§ **Exercise prompt**
Copy whichever lines of the data hold the word "nowrap".

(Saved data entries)
************
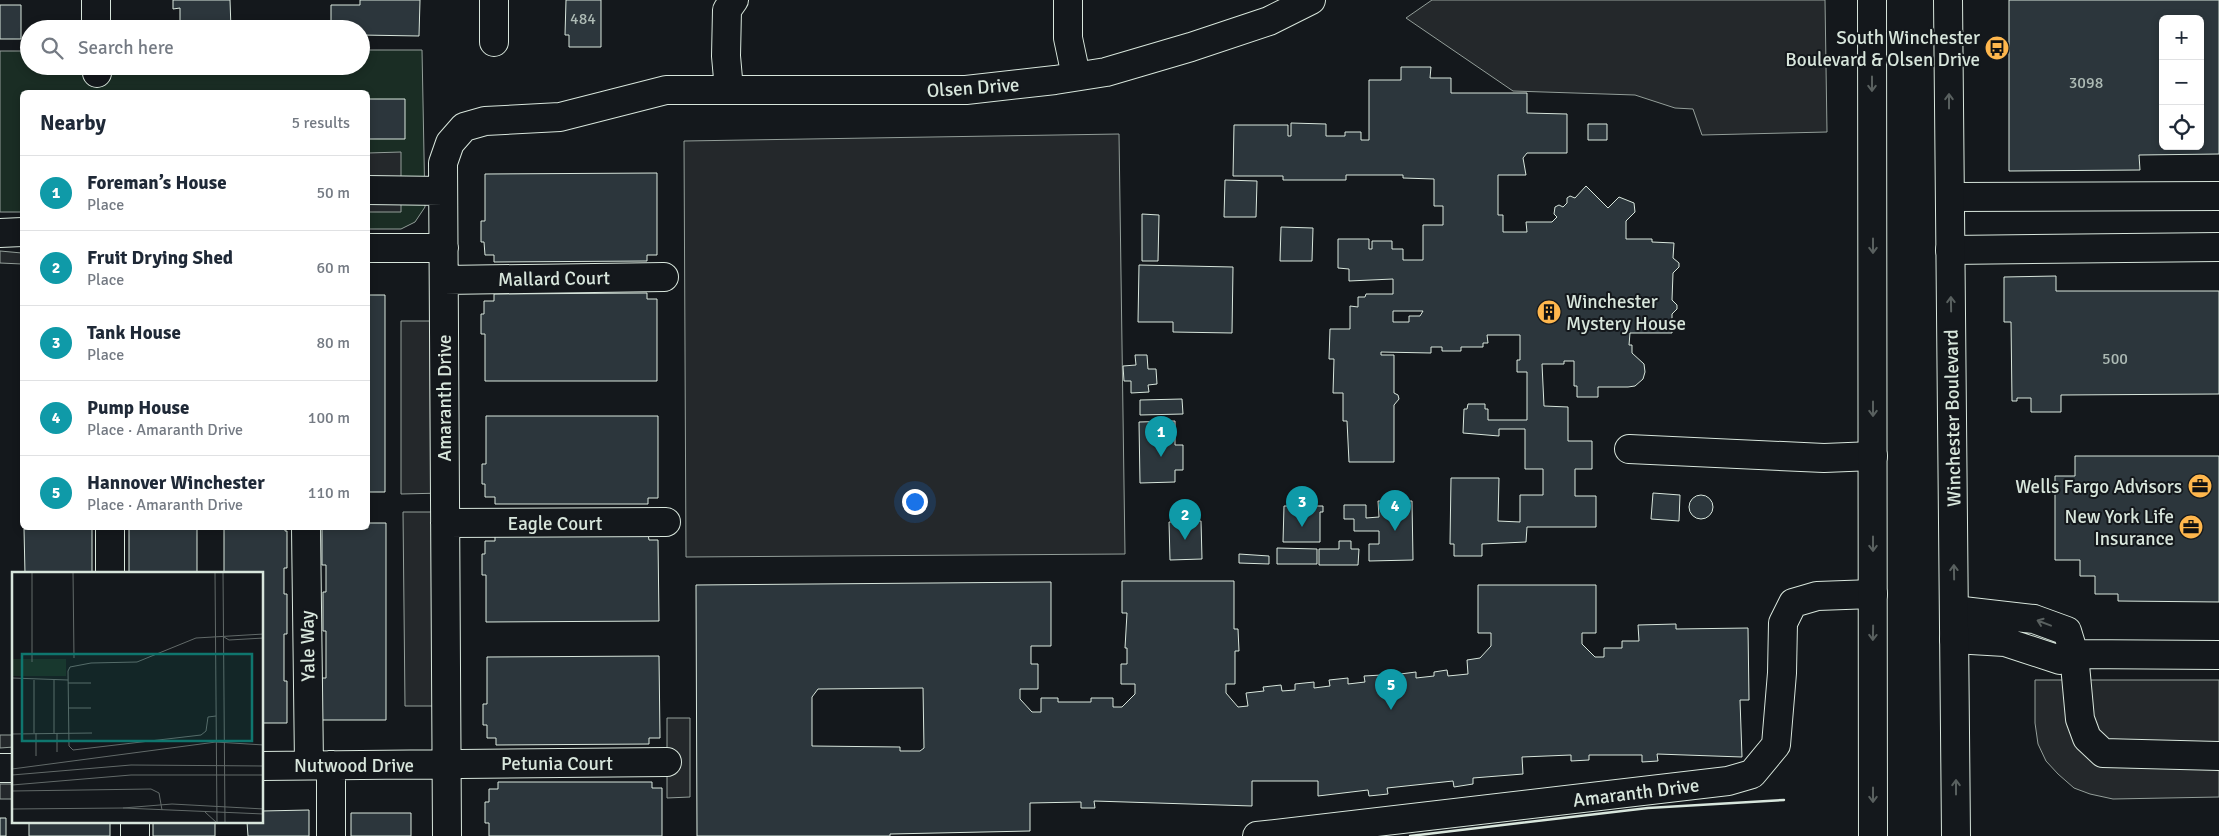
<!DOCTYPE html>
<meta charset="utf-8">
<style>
body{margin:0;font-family:Signika,sans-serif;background:#f6f6f7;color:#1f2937}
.controls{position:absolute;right:15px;top:15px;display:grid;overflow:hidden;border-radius:8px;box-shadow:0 2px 8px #0003}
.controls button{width:45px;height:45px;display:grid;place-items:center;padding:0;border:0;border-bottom:1px solid #e0e1e3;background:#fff;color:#1f2937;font:25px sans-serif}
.you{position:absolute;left:914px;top:501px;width:18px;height:18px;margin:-12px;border:4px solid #fff;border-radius:50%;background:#1a73e8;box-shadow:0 0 0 8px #1a73e833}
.badge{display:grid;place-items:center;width:32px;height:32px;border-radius:50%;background:#846941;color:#fff;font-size:16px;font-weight:700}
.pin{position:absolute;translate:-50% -41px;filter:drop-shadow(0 1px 2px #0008)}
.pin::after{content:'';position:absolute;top:26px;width:18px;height:15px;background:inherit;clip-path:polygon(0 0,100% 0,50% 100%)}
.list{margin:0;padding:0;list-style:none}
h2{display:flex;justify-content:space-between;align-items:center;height:65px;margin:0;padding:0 20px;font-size:21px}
h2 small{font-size:16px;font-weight:400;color:#747a83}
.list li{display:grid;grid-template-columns:32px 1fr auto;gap:15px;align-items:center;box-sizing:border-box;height:75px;padding:0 20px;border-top:1px solid #e0e1e3}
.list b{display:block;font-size:19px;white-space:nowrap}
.list p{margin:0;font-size:16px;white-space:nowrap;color:#747a83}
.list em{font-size:16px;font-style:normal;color:#747a83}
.icon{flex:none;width:28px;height:28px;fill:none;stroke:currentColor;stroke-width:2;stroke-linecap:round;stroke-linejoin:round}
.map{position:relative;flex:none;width:2219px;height:836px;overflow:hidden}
.search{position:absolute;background:#fff;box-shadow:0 2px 8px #0003;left:20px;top:20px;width:350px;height:55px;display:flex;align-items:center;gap:12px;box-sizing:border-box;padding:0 18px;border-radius:28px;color:#747a83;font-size:19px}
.panel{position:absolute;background:#fff;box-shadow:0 2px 8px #0003;left:20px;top:90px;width:350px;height:440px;border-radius:8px}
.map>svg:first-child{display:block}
.green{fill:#1a2d24;stroke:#939e99}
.parking{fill:#24282b;stroke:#939e99}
.building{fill:#2c363c;stroke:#d8e6dc;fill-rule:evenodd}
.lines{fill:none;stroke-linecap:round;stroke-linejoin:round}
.minor-casing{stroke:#d8e6dc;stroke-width:30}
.major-casing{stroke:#d8e6dc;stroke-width:30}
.minor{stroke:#14181c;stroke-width:28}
.major{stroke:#14181c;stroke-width:28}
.wall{stroke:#d8e6dc;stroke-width:2.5}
.oneway{stroke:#59605f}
.labels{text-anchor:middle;stroke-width:4;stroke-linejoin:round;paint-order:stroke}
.number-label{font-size:16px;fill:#adbab4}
.poi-label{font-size:19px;fill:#d8e6dc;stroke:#14181c;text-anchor:end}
.street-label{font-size:19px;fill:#d8e6dc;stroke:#14181c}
.inset-road{fill:none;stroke:#626a69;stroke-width:1}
.view{fill:#0f766e;fill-opacity:0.15;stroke:#0f766e;stroke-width:2.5}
.inset-edge{fill:none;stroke:#d8e6dc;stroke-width:2.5}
</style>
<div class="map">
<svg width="2219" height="836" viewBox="0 0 2219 836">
<rect width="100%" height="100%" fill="#14181c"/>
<!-- green -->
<path class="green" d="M361,50H422L425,207L415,222L401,229H368V92H22V212H0V51H29V66H361Z"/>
<!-- parking -->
<path class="parking" d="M1432,0H1825L1827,132L1702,135L1693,109L1675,108L1635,95L1513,91L1406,18Z
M1119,134L1125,554L686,557L684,141Z
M401,152V212H368V153Z
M0,251L22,253V264L0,263Z
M401,321H444V493L401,494Z
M403,512H445L446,706H405Z
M2035,680H2219V797L2113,799L2090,794L2074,788L2058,774L2046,761L2038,744L2035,723Z
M667,718H690V797L667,798Z
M0,735H14V747L0,748Z
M0,784H14V799H0Z"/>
<!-- building -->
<path class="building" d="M173,0H230L231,29H180V8L173,9Z
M360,0H420L419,36L361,35V29H331V5H360Z
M566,0H601V47H569V35H565Z
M2009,0H2219V154L2139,155L2140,170L2009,171ZM2163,19H2200V146H2163Z
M0,5H21V39H0Z
M1401,67H1431L1430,78H1451V93H1527V113L1567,114V153H1527L1523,158L1526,175H1498V215H1503V232H1527L1526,222H1552L1557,217L1554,214L1555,207L1559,205L1563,207L1567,203V198L1570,196L1575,198L1586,186L1608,208L1619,197L1634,203L1635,212L1626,221V239H1652V242L1674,243L1673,258L1679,263V267L1673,273L1672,300L1677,305V309L1672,314V333H1630L1629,345H1632V353L1644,364L1645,372L1643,379L1635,386L1628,387H1598V397H1577V386H1574V361H1564V364H1542L1544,406L1568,407V441H1592V469H1575V496H1596V527H1527L1526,542L1482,544V556H1454V544H1450L1451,478H1499L1498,521L1520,522V495H1543V469H1525V429H1499V436L1463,433L1464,409H1467L1468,404H1485V409H1488V420H1527V372H1517V360H1520V335H1487L1488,343H1483V347H1461V351H1442V347H1431V353L1381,352V355H1394V393L1398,395L1399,399L1394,405V462H1349L1347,421H1343V393H1333L1334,359H1329L1330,329H1350V306L1358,307V297H1365L1366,294H1393V279L1349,281V269L1338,268V239H1369V249H1372V241H1392V249H1403V260H1423V225H1443V206H1434V179L1403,178V175H1346V180H1283V176H1233L1234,125H1288V136H1291V123L1326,124V136H1345V132H1361V140H1369V80H1401ZM1393,311H1423L1420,316H1409V322H1393Z
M368,99H405V139H368Z
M1588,124H1607V140H1588Z
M657,173V255H647V261L494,262V255H485L484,242H481V221H485V174Z
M1225,180L1257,181L1256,217H1224Z
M1142,214L1159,215L1158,261H1142Z
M1281,227L1313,228L1312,261H1280Z
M1139,265L1233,267L1232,333L1173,332V322H1138Z
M2056,276V291H2219V394L2061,395V412H2031V398H2017V401H2012L2011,322H2004V277Z
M647,293V299H657V381H485V334H481V314H484V301H494V294Z
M368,295H385V492H368Z
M1135,355H1147L1148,369H1156L1157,384L1148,385L1149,392L1131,393V381H1124L1123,366L1136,365Z
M1182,399L1183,414L1140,415V400Z
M486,416H658V498H648V504H495V497H485V484H482V464H486Z
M1175,421V445H1183V470H1175V482L1140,483L1139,422Z
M2075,456H2219V602L2118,601V594H2095V576H2080V560H2055V476H2075Z
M1653,493L1680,495L1679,521L1651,519Z
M1689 507a12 12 0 1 1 24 0a12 12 0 1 1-24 0Z
M1378,501H1412L1413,560L1369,561V544H1379V531H1354V519H1344V505H1366V518L1379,517Z
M1284,506H1323V512H1320V542H1283Z
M1201,521L1202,559L1170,560L1169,522Z
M368,523H386V720H322V678H326V631H323V592H326V565H322V528H368Z
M92,528V574H25L24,529Z
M129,528H197V574H129Z
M224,528H285V531H287V568H284V594H287V634H284V681H287V723H262V574H224Z
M495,534H648L649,540H658L659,621L486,622V575H482V554H485V541H495Z
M1339,541H1351V549H1359L1358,565H1319V549H1339Z
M1277,548L1317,549V564H1277Z
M1239,554L1269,556V564L1239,563Z
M1122,581H1234V629H1238L1239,651H1235V684H1226V693L1238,707L1248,706L1246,693L1264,691L1263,687L1281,685L1282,691L1295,690V684L1314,682V688L1330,686L1329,680L1348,678V684L1365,682L1364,676L1382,675L1383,681L1400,678V674L1416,672V678L1434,676V672L1447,670L1448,676L1468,674L1467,660L1480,658L1491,646V633H1478V585H1596V633H1582V644L1595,657H1604V648H1622V641H1639L1638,625L1676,624V629L1748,628L1749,700H1740L1742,757L1657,754L1658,761L1642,762V755H1589V760L1571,761V755L1522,757L1523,774L1473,778V784L1454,787L1453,781L1387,788L1388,794L1369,796L1368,790L1318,796V781H1252V806L1094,801L1095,808H1081V802L1030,803V831L890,834V836H697L696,585L1051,582V646H1031V664H1038V689H1020V699L1032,712H1041V698H1058V702H1091V698H1113V707H1122L1135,694V684H1121V664H1127V648H1125L1127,613H1122ZM923,688L924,748L920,751H900V747L812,746V697L818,689Z
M659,656L660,738H649V744L496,745V738H487V725H483V704H487V657Z
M498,782H652V788H662V836H489V823H485V802H489V789H498Z
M309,810V836H248L247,822H262V811Z
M351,813H411V836H351Z
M0,818H6V836H0Z
M29,822H110V836H29Z
M153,822H215V836H153Z"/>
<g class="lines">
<defs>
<path id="minor" d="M96,0V29
M494,0V42
M1068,0V38L1076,76
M97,66V73
M729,90L726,56L727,10L734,0
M368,190L443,191
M1950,197L2219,196
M0,233L22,232
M368,248H444
M1950,250L2219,247
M444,280L664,277
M1629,449L1824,458L1873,456
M445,523L666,522
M110,528V574
M306,528L309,765
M1954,610L2034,619L2067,631L2074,654L2080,719L2087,738L2103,753L2219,756
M1954,639L2005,642L2060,660L2074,654L2219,655
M331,765V836
M262,766L667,762
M0,768H14
M135,822V836
M447,836L443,163L450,143L464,127L485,121L560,117L666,90H966L1055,80L1106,72L1191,47L1269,21L1311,0
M1257,836L1728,781L1752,774L1776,745L1782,673L1783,623L1793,603L1817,596L1873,594"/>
<path id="major" d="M1872,0L1873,836
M1948,0L1956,836"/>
</defs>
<!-- minor casing -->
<use href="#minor" class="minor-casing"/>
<!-- major casing -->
<use href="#major" class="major-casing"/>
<!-- minor -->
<use href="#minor" class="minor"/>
<!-- major -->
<use href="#major" class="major"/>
<!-- wall -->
<path class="wall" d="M1410,836L1648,808L1784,800"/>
</g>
<!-- one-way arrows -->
<defs><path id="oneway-shaft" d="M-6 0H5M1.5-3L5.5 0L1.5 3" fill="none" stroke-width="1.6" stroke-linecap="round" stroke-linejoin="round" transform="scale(1.25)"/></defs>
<g class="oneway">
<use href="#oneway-shaft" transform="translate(1872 84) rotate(90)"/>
<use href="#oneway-shaft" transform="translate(1949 101) rotate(-90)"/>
<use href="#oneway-shaft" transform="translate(1873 246) rotate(90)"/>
<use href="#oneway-shaft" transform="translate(1951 304) rotate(-91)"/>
<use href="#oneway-shaft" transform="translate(1873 409) rotate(90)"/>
<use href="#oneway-shaft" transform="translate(1873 544) rotate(90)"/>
<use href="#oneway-shaft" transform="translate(1954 572) rotate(-91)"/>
<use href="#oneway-shaft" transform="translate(2044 623) rotate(-159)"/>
<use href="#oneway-shaft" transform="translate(1873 633) rotate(91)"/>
<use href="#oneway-shaft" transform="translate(1956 787) rotate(-90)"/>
<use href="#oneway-shaft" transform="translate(1873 795) rotate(90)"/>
</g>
<!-- icons -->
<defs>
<symbol id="bus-disc" viewBox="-11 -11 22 22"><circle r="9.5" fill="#ffb74d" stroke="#14181c"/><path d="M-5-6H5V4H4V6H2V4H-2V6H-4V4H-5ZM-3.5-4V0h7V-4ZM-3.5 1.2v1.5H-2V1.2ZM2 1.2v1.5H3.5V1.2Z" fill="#111"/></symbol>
<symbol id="building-disc" viewBox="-11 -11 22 22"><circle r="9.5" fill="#ffb74d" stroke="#14181c"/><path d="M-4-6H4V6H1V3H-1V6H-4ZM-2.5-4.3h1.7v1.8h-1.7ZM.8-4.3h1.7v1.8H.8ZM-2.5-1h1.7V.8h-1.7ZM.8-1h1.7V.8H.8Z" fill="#111"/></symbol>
<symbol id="office-disc" viewBox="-11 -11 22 22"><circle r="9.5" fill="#ffb74d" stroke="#14181c"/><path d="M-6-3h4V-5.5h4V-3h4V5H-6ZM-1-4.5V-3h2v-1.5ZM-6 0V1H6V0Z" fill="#111"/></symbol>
</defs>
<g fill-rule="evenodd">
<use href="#bus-disc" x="1983" y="34" width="28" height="28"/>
<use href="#building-disc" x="1535" y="298" width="28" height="28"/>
<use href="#office-disc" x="2186" y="472" width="28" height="28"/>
<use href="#office-disc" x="2177" y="513" width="28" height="28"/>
</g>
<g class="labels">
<!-- number labels -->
<g class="number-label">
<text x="583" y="24">484</text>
<text x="2086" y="88">3098</text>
<text x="2115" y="364">500</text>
</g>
<!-- poi labels -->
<g class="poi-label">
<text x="1980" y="44">South Winchester<tspan x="1980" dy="22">Boulevard &amp; Olsen Drive</tspan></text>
<text x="1566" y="308" text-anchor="start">Winchester<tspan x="1566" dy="22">Mystery House</tspan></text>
<text x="2182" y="493">Wells Fargo Advisors</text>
<text x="2174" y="523">New York Life<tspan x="2174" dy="22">Insurance</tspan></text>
</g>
<!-- street labels -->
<g class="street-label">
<text transform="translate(973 87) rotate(-4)" y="7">Olsen Drive</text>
<text transform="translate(554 278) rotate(-1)" y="7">Mallard Court</text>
<text transform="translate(444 398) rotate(-90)" y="7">Amaranth Drive</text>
<text transform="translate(1952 418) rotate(-91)" y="7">Winchester Boulevard</text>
<text x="555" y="530">Eagle Court</text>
<text transform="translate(307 646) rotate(-91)" y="7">Yale Way</text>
<text x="557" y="770">Petunia Court</text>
<text x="354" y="772">Nutwood Drive</text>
<text transform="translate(1636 792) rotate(-7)" y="7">Amaranth Drive</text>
</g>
</g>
<!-- overview -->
<g transform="translate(12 572)">
<rect width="251" height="251" fill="#14181c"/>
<path d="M0,87H54V104H0Z" fill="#1a2d24"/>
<path class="inset-road" d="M20,0V90M61,0L62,86M203,0L205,251M211,0L213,251M212,65L217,68L252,66M0,106L56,108M22,108V161M42,108V161M56,111H79M56,136H79M204,144L196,145L194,159L189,163L61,178L57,174L56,99L58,95L79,91L125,90L184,66L252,62M24,161V184M45,161V180M0,162L80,161M204,170L252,173M0,197L204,170M0,203L119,193L252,194M0,213L119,203H252M0,219L139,217L147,221L150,238M111,236L160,232L252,237M0,237L111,236L252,242M193,240L205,251"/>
<path class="view" d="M10,82H240V169H10Z"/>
<rect width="251" height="251" class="inset-edge"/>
</g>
</svg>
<div class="controls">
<button>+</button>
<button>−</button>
<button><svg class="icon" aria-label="locate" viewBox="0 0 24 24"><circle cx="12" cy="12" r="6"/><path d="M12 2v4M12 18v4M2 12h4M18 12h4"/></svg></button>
</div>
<div class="you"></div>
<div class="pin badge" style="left:1161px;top:457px;background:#0f9aa8">1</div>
<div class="pin badge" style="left:1185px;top:540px;background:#0f9aa8">2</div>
<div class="pin badge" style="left:1302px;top:527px;background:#0f9aa8">3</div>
<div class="pin badge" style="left:1395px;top:531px;background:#0f9aa8">4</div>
<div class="pin badge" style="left:1391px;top:710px;background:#0f9aa8">5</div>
<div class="search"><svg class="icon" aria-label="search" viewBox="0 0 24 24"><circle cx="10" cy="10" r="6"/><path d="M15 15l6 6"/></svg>Search here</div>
<section class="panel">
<h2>Nearby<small>5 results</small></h2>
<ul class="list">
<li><span class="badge" style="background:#0f9aa8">1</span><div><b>Foreman’s House</b><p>Place</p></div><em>50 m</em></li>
<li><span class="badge" style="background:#0f9aa8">2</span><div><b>Fruit Drying Shed</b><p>Place</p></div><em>60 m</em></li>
<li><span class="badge" style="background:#0f9aa8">3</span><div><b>Tank House</b><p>Place</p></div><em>80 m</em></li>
<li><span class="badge" style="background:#0f9aa8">4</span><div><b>Pump House</b><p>Place · Amaranth Drive</p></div><em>100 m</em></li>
<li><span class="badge" style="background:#0f9aa8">5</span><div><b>Hannover Winchester</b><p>Place · Amaranth Drive</p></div><em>110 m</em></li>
</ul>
</section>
</div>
************
§ **Exercise solution**
.list b{display:block;font-size:19px;white-space:nowrap}
.list p{margin:0;font-size:16px;white-space:nowrap;color:#747a83}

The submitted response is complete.